DATA
══════════
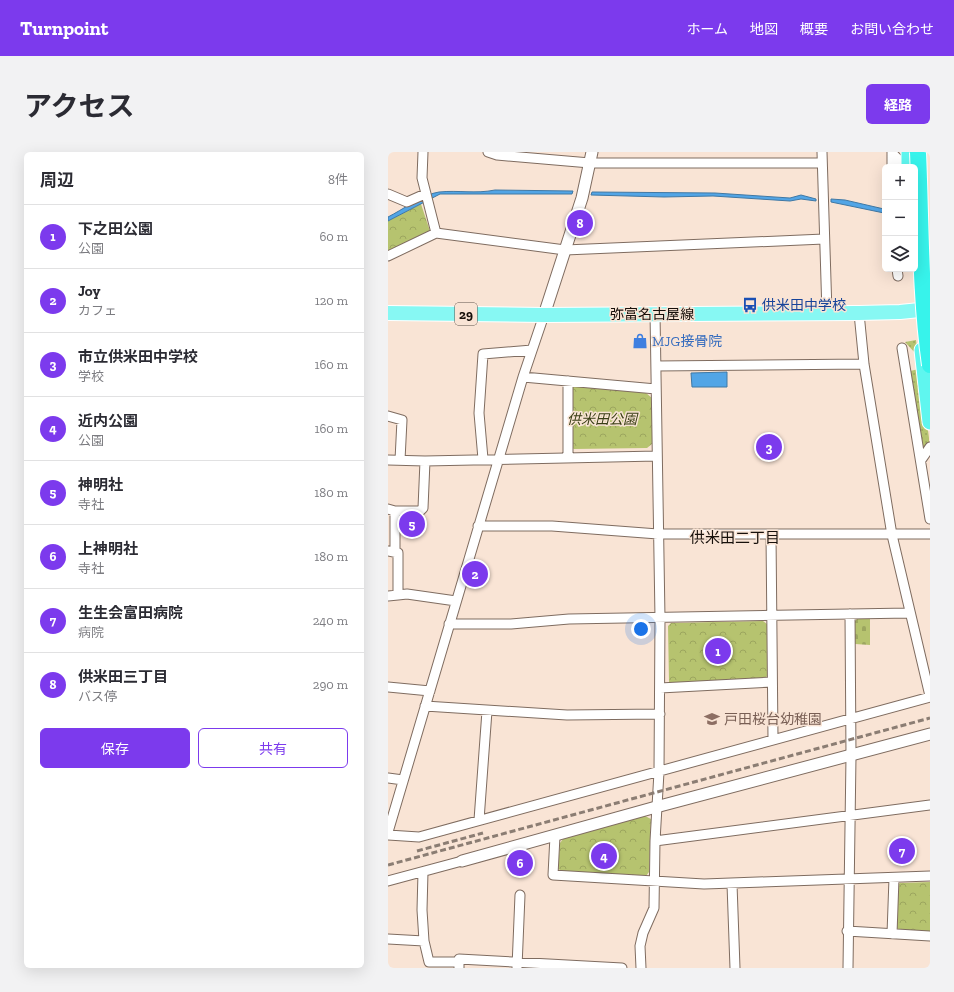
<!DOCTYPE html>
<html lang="ja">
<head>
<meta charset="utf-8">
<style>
  body { margin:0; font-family:"Zilla Slab","Noto Sans JP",serif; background:#f2f2f3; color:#2b2b33 }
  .controls { position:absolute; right:12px; top:12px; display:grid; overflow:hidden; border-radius:6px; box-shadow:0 4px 16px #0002 }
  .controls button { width:36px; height:36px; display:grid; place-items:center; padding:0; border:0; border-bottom:1px solid #e1e1e2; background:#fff; color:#2b2b33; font:20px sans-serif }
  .you { position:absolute; left:253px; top:477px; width:14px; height:14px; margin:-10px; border:3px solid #fff; border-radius:50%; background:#1a73e8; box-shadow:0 0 0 6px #1a73e833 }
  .badge { display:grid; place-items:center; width:26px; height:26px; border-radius:50%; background:#7c3aed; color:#fff; font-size:13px; font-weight:700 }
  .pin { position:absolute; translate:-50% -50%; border:2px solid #fff; box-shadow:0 1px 4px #0006 }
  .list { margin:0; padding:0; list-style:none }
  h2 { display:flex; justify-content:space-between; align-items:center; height:52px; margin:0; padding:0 16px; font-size:17px }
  h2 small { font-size:13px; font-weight:400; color:#7c7c81 }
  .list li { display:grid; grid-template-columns:26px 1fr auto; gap:12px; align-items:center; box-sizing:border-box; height:64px; padding:0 16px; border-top:1px solid #e1e1e2 }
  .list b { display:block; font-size:15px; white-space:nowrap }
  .list p { margin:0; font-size:13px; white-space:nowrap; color:#7c7c81 }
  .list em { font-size:13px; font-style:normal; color:#7c7c81 }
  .actions { display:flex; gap:8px; padding:12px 16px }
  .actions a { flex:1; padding:9px 0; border:1px solid #7c3aed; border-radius:6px; text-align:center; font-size:14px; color:#7c3aed }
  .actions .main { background:#7c3aed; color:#fff }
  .icon { flex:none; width:22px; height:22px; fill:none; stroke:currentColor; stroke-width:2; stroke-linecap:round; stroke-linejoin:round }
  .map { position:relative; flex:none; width:542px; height:816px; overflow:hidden; border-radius:6px }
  header { display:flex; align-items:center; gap:24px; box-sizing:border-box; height:56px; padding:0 20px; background:#7c3aed; color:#fff }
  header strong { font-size:19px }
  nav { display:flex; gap:22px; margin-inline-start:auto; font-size:14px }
  .intro { display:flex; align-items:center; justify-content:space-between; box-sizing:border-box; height:96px; padding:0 24px }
  h1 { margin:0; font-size:28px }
  .button { padding:10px 18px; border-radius:6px; background:#7c3aed; color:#fff; font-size:14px; font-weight:700 }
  main { display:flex; gap:24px; padding:0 24px }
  aside { flex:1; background:#fff; border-radius:6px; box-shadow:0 4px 16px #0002 }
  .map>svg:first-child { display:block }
  .cemetery { fill:url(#cemetery-stones) }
  .park { fill:url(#park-crowns) }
  .garden { fill:url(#garden-dots) }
  .water { fill:#52a5e6; stroke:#4078a4 }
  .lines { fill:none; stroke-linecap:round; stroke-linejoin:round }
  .minor-casing { stroke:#7f6c60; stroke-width:11 }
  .tertiary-casing { stroke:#7f6c60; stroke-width:13 }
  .primary-casing { stroke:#fff; stroke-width:16 }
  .trunk-casing { stroke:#fff; stroke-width:17 }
  .minor { stroke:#fff; stroke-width:9 }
  .tertiary { stroke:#fff; stroke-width:11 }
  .primary { stroke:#87f8f3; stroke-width:14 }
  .trunk { stroke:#5ff6ef; stroke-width:15 }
  .rail { stroke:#8b7d73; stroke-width:3; stroke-dasharray:6 3; stroke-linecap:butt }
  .motorway-bridge-casing { stroke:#fff; stroke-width:18; stroke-linecap:butt }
  .motorway-bridge { stroke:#37f3eb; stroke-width:16 }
  .labels { text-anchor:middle; stroke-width:3; stroke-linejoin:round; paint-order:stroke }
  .shield { fill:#f9e4d5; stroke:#5b5048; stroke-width:1 }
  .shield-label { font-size:13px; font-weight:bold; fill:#17100b }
  .transit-label { font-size:14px; fill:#164399; stroke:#f9e4d5; text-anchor:start }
  .street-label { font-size:14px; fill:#17100b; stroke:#f9e4d5 }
  .shop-label { font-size:14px; fill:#366cbe; stroke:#f9e4d5; text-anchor:start }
  .park-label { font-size:14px; font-style:italic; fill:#393e15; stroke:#f9e4d5 }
  .education-label { font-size:14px; fill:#785e54; stroke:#f9e4d5; text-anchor:start }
  .neighbourhood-label { font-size:15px; fill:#17100b; stroke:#f9e4d5 }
</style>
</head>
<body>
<header>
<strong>Turnpoint</strong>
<nav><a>ホーム</a><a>地図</a><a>概要</a><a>お問い合わせ</a></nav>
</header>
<div class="intro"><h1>アクセス</h1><a class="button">経路</a></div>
<main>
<aside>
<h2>周辺<small>8件</small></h2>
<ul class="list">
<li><span class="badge">1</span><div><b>下之田公園</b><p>公園</p></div><em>60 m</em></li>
<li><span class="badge">2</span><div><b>Joy</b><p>カフェ</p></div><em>120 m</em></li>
<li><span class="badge">3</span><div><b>市立供米田中学校</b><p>学校</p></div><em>160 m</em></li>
<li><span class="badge">4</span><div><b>近内公園</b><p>公園</p></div><em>160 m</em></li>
<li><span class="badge">5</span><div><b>神明社</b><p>寺社</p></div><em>180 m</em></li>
<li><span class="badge">6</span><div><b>上神明社</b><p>寺社</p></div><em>180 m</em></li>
<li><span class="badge">7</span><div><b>生生会富田病院</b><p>病院</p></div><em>240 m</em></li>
<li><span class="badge">8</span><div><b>供米田三丁目</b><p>バス停</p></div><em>290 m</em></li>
</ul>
<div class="actions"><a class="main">保存</a><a>共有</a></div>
</aside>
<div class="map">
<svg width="542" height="816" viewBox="0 0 542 816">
  <defs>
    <pattern id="cemetery-stones" width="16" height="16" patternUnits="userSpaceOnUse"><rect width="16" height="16" fill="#b6c36f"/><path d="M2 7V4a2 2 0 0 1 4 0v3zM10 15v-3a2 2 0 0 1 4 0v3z" fill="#9ca65f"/></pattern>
    <pattern id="park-crowns" width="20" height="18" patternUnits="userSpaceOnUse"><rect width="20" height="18" fill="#b6c36f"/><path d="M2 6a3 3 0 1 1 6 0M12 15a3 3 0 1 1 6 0" fill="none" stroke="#9ca65f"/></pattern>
    <pattern id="garden-dots" width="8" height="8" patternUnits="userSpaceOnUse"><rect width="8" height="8" fill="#b6c36f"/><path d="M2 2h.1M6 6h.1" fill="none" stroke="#9ca65f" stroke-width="1.8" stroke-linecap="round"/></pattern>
  </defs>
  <rect width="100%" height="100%" fill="#f9e4d5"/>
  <path class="cemetery" d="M470 466H482V493L467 492 466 470Z"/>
  <path class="park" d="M33 52 42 79 0 99V69Z
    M185 234 258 241 264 246V292L259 296 186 297 183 295V237Z
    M375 469 379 472V524L376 528 284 533 281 530 280 474 283 471Z
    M257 664 263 667 261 720 258 724 174 719 170 717 172 691 175 687Z
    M542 730V780L511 778 508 775 509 734 512 731Z"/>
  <path class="garden" d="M528 188 541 286V291L534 299 522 219 531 217 528 202 517 190Z"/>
  <path class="water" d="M107 38 185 39 184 42H52L0 69V65C14 58 36 42 51 40 70 38 88 42 107 38Z
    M204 40 327 41 402 46 413 43 428 47V49L413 47 402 49 325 44 276 45 203 43Z
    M443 47 457 48 496 57V61L443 50Z
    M339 220V235H304L303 221Z"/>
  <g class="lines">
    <g class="minor-casing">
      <path id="minor" d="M35 0 34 26 48 81
        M100 0 109 3 202 11H434
        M434 0 439 161
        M504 0V15
        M504 1 518 15
        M0 42 19 50 37 42
        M0 104 48 81 177 98 436 87
        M509 117 510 124
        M471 161 476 212 504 383 542 544
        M514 196 542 367
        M268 214 476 212
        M135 225 268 237
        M180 229V306
        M0 264 14 268 12 308
        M95 307 91 261 95 202 144 198
        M0 308 37 309 269 304
        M533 308 542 295
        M0 357 7 359H32L35 356 37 309
        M90 374H164L270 382H542
        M383 383 385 587
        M0 399 10 401V443L0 444
        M7 400V359
        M10 443 19 442 68 449
        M61 472H123L181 467 521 461
        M0 535 42 539
        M272 536 384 530
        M37 554 179 563 272 562
        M0 626 15 628
        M91 668 99 559
        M0 680 135 225 156 163
        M0 683 31 685 542 545
        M167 684 165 723 316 732 542 724
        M267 689 542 653
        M0 729 74 709
        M344 732 347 816
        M459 779 542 784
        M504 782 506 726
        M0 787 36 789 34 758 35 720
        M36 789 41 810H71
        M129 815 132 743
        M71 816V807L234 816
        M253 816 252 794 255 781 266 756 267 689 271 620 272 466 267 161
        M460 816 463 604 462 462"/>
    </g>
    <g class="tertiary-casing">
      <path id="tertiary" d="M156 163 194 46 204 0
        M74 709 268 655 542 582"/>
    </g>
    <g class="primary-casing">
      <path id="primary" d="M0 161 156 163 471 161 512 160 542 157"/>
    </g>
    <g class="trunk-casing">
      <path id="trunk" d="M521 15V0
        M534 198 542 270"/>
    </g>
    <use href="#minor" class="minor"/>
    <use href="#tertiary" class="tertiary"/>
    <use href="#primary" class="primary"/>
    <use href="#trunk" class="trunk"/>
    <path class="rail" d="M29 699 95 681
      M0 713 542 566"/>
    <g class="motorway-bridge-casing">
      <path id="motorway-bridge" d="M530 0C533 71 532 143 542 213"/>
    </g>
    <use href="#motorway-bridge" class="motorway-bridge"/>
  </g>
  <defs>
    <g id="bus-bare" transform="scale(1.2)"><path d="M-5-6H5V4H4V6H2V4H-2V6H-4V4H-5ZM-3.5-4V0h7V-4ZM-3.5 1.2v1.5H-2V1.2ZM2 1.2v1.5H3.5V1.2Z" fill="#1a4fb4" stroke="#f9e4d5" stroke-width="2.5" paint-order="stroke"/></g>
    <g id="shop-bare" transform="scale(1.2)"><path d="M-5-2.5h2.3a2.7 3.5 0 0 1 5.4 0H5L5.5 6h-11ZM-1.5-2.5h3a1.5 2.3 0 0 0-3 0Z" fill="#3f7fe0" stroke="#f9e4d5" stroke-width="2.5" paint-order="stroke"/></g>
    <g id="school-bare" transform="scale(1.2)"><path d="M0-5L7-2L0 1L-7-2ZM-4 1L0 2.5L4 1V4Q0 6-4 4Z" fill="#8d6e63" stroke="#f9e4d5" stroke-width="2.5" paint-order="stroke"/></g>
  </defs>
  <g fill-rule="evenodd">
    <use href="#bus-bare" x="362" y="153"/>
    <use href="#shop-bare" x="252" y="189"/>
    <use href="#school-bare" x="324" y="567"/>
  </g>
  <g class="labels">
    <rect class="shield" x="67" y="151" width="22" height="22" rx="3"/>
    <g class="shield-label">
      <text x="78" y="167">29</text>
    </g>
    <g class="transit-label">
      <text x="374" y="158">供米田中学校</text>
    </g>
    <g class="street-label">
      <text x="264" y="167">弥富名古屋線</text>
    </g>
    <g class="shop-label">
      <text x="264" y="194">MJG接骨院</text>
    </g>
    <g class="park-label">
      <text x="214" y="272">供米田公園</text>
    </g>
    <g class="education-label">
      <text x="336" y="572">戸田桜台幼稚園</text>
    </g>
    <g class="neighbourhood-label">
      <text x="347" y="391">供米田二丁目</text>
    </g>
  </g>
</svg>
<div class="controls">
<button>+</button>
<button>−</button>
<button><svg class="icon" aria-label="layers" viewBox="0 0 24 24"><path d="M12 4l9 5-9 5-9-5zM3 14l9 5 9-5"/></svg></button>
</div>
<div class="you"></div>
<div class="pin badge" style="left:330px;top:499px">1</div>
<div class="pin badge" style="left:87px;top:422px">2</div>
<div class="pin badge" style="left:381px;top:295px">3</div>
<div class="pin badge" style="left:216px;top:704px">4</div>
<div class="pin badge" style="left:24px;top:372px">5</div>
<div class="pin badge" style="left:132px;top:711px">6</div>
<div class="pin badge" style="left:514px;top:699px">7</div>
<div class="pin badge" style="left:192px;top:71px">8</div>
</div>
</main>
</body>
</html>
══════════
WHAT IS NEEDED
Lines with the word "solid": report how many there are in the entries, as a bare number.

REPLY
5